L’immigration comme enjeu de la résistance à l’impérialisme…

Intervention de Jean-Claude Delaunay, économiste communiste
Samedi 23 novembre 2024 — Dernier ajout dimanche 8 décembre 2024

Le débat sur l’immigration est un piège de deux cotés.

  • Le premier face à la pression médiatique de l’extrême-droite, relayée largement par la droite, qui cache derrière les attaques juridiques contre Marine Le Pen le soutien de fait à son choix de faire de l’immigration l’outil de la division du peuple pour lui interdire de contester le capitalisme. Elle ne critique jamais le système économique et le patronat, détournant la colère populaire contre la vie politique et contre les immigrés.
  • Le deuxième piège est d’être sourd aux souffrances populaires face à la concurrence dans le logement, l’emploi, la santé, les droits, concurrence dans lequel les immigrés, et notamment les plus récents, sont le moyen du patronat lui aussi pour diviser, opposer, et faire reculer les droits de tous en imposant le non-droit aux migrants.

C’est pourquoi après avoir tenté de comprendre le point de vue du sud sur l’immigration, le point de vue de ceux qui se battent pour le développement de leur pays, qui ont donc besoin que les femmes et les hommes puissent y vivre et contribuer à ce développement, et avant d’évoquer le point de vue du nord sur l’accueil indigne, la concurrence, les sans-droits, nous avons interrogé un économiste communiste vivant en Chine depuis des décennies et qui a beaucoup travaillé sur le développement de la Chine, mais aussi de ses liens avec le « sud global ».

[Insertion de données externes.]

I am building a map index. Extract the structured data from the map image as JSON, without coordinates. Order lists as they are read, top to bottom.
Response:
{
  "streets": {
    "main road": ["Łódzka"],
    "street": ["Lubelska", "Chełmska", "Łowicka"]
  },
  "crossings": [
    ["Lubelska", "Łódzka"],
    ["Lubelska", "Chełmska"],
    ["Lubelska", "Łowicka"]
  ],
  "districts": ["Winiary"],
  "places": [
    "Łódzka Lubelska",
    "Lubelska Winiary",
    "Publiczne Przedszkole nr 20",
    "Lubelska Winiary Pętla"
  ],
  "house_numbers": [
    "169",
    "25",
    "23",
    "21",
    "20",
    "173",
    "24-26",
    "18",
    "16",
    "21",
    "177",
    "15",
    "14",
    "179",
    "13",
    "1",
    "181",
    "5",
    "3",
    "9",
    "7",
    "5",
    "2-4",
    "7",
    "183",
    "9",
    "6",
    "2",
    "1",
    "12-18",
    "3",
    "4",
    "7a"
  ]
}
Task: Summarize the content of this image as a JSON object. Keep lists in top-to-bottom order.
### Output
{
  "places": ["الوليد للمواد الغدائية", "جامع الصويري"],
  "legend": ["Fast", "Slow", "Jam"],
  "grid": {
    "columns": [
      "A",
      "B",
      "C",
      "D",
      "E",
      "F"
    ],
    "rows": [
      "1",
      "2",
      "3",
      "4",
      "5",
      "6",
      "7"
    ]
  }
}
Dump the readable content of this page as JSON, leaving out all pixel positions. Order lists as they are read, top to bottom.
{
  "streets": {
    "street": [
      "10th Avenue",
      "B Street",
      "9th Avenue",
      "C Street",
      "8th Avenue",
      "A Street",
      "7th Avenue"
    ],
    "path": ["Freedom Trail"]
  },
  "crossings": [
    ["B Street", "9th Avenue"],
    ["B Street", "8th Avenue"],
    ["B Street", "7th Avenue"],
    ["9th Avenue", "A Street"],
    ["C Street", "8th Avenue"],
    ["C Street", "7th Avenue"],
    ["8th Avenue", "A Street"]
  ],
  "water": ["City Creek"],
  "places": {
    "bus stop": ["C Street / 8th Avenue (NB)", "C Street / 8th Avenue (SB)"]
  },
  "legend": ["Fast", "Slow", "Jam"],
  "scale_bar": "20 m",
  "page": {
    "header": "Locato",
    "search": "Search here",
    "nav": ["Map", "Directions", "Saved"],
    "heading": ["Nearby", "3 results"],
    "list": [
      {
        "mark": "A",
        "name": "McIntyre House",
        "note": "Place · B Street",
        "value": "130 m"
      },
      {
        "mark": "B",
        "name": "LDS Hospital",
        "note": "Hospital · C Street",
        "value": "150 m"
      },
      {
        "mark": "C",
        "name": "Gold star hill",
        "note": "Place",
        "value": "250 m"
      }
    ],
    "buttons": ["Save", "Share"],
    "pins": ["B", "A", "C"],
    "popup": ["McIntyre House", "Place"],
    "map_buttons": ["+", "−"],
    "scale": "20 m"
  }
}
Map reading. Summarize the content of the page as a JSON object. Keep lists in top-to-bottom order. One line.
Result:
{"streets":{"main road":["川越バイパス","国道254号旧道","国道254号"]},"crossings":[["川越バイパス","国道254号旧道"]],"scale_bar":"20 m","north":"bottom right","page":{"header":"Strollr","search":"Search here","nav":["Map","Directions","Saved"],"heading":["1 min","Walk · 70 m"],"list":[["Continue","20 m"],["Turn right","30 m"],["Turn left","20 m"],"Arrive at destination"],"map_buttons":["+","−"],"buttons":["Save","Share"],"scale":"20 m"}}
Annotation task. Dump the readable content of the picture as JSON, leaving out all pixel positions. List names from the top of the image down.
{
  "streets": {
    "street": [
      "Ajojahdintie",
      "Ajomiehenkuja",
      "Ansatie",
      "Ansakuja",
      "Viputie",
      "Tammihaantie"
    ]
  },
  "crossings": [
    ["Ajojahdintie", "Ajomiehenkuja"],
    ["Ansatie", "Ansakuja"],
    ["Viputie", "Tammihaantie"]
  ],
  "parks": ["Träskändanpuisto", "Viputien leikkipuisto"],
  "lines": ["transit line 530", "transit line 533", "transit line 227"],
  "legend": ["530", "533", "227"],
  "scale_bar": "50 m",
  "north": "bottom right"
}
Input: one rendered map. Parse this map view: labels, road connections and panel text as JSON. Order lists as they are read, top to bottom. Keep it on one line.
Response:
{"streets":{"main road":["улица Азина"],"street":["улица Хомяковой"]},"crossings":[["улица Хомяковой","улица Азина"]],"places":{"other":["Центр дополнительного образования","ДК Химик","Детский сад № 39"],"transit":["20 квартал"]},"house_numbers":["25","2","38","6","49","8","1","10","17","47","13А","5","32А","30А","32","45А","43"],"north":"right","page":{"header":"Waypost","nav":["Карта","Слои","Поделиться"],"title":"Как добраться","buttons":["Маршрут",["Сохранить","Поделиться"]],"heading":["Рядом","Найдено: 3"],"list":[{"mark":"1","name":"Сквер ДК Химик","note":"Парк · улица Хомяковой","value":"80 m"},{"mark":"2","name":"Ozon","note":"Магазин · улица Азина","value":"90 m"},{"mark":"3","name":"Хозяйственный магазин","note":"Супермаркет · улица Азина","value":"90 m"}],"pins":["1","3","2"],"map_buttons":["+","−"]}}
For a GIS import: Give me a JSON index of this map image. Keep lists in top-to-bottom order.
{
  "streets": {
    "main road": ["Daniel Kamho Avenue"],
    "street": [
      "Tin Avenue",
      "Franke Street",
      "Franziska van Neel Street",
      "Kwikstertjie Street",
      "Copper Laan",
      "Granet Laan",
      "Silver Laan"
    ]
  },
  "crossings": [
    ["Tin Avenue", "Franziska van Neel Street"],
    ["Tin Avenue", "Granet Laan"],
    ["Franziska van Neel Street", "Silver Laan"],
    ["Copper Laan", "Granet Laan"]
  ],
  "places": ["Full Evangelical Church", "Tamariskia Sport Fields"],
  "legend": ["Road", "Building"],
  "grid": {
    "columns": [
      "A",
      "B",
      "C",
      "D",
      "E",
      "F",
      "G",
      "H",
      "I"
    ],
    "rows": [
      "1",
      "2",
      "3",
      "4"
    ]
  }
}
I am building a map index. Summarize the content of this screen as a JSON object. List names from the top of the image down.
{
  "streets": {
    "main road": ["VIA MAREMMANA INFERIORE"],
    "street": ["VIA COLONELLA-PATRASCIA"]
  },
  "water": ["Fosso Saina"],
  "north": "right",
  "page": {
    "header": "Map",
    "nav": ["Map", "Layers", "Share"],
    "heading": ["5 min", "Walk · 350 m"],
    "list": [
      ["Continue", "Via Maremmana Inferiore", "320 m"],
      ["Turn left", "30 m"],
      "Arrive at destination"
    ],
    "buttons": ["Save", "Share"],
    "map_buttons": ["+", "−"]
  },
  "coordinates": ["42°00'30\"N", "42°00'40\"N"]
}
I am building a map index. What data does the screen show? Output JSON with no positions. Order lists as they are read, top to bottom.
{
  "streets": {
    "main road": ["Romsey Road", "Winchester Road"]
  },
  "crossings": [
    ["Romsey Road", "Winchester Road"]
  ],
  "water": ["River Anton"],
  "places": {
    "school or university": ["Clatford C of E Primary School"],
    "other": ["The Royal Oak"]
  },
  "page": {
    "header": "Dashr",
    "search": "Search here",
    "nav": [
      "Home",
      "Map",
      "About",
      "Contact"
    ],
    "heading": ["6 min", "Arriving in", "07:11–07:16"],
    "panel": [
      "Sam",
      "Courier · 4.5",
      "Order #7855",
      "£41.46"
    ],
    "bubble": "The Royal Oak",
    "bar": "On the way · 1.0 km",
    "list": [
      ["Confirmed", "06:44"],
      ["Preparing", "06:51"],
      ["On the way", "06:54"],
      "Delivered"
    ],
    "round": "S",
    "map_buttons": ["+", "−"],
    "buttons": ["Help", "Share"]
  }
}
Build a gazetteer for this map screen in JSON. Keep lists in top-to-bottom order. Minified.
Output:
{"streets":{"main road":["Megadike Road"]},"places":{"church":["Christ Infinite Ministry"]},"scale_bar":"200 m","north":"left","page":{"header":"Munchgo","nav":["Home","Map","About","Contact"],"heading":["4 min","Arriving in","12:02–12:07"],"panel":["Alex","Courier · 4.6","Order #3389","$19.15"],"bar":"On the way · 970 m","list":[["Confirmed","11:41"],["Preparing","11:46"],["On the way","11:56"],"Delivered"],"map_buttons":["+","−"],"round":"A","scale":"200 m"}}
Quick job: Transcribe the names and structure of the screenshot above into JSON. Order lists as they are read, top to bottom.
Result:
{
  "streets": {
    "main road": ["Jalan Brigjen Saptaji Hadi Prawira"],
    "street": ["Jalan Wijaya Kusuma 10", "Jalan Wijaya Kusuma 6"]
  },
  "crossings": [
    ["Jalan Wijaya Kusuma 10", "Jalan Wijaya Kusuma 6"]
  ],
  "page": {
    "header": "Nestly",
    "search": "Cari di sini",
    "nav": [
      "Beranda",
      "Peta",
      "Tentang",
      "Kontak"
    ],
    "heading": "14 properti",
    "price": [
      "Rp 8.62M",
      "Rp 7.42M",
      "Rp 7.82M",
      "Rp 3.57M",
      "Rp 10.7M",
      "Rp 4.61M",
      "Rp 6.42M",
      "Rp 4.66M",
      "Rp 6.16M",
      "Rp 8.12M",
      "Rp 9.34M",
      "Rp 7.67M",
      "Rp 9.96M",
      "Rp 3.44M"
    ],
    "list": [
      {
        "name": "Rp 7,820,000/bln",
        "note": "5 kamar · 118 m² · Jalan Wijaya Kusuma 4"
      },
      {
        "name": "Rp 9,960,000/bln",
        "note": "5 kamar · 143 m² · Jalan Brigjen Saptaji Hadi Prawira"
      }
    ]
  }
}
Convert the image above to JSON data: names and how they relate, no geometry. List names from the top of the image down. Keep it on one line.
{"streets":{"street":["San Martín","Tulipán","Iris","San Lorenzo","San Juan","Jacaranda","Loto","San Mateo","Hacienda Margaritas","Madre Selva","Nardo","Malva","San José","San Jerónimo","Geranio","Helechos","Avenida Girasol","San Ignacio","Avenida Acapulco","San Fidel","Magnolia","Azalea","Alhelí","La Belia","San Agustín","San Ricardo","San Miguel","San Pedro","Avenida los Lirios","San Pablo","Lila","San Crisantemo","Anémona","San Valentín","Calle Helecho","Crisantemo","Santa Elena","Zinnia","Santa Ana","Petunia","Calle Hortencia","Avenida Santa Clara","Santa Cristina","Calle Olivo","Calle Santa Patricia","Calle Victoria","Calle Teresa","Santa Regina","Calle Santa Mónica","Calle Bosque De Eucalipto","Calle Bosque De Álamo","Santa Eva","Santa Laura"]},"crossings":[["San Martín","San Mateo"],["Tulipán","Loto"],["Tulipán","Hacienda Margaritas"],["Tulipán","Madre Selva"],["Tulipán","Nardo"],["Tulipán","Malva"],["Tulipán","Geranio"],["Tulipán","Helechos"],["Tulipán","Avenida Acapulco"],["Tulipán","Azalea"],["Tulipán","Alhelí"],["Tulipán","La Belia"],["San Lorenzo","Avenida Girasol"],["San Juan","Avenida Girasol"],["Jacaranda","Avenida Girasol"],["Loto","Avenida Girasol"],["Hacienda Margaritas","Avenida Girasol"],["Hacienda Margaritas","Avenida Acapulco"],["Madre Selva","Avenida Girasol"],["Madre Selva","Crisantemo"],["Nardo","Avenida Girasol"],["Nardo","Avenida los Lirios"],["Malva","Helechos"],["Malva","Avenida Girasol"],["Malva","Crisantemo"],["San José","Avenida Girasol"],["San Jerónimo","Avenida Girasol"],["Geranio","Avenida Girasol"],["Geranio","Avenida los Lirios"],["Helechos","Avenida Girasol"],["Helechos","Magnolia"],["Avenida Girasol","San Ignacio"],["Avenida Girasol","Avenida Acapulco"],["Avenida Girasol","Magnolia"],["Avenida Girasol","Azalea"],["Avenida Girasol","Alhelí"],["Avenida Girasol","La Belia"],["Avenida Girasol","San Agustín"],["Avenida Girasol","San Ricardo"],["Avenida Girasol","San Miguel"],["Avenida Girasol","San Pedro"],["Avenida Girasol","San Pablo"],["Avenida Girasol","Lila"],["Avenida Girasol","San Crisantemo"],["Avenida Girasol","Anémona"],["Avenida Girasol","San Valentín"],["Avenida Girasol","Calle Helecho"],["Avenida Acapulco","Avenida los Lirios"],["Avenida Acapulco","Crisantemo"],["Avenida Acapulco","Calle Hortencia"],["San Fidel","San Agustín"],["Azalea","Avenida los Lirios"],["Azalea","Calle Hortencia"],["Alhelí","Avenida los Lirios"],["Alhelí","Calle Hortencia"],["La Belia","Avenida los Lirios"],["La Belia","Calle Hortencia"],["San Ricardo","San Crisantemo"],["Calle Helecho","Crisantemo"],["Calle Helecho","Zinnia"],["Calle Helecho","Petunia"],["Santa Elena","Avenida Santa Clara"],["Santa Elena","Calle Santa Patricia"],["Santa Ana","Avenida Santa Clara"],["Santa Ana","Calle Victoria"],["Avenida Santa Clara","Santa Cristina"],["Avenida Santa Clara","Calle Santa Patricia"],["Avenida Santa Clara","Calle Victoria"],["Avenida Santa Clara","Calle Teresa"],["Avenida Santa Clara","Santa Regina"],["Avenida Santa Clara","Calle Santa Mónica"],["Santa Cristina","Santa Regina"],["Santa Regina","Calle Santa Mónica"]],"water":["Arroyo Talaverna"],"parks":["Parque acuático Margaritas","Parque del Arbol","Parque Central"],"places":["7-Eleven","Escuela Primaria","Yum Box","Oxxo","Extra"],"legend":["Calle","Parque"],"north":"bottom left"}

Voici donc en vidéo trois questions posées à Jean-Claude Delaunay.

  • pour résister aux idées d’extrêmes-droites, certains disent, « il y a toujours eu de l’immigration, il y en aura toujours, donc ce n’est pas le problème… » que leur dire ?
  • Si l’Afrique se développait dans les 20 ans comme la Chine depuis 20 ans, il n’y aurait plus aucun immigré africain en Europe dans 20 ans, ca renverserait complètement le rôle de l’immigration dans l’impérialisme !
  • Mais s’il y avait développement au sud stoppant l’immigration vers le nord, comment pourrait-on assurer le développement de l’europe, la réindustrialisation de la France ?
  • La différence entre la Chine et l’Afrique, c’est le socialisme ! Le projet de société est peut-être aussi important pour penser un travail utile, avec un sens collectif ? Faut-il parler de socialisme pour sortir de la « crise du travail » ?

Intervention de Jean-Claude Delaunay sur l’Immigration et le Développement Économique

Intervention de Jean-CLaude Delaunay aux 11es rencontres internationalistes

Bonjour à tous, bonjour Jean-Claude. Nous continuons ce débat sur l’immigration avec une perspective plus globale et économique sur la situation mondiale en invitant Jean-Claude Delaunay, économiste communiste du PCF, vivant depuis de nombreuses années en Chine. Il a beaucoup écrit sur l’évolution et l’histoire de la Chine, son économie et son rapport au monde. Merci, Jean-Claude, de t’être rendu disponible pour cette intervention en visio pour nos rencontres internationalistes, que tu connais bien pour y avoir déjà participé dans le passé.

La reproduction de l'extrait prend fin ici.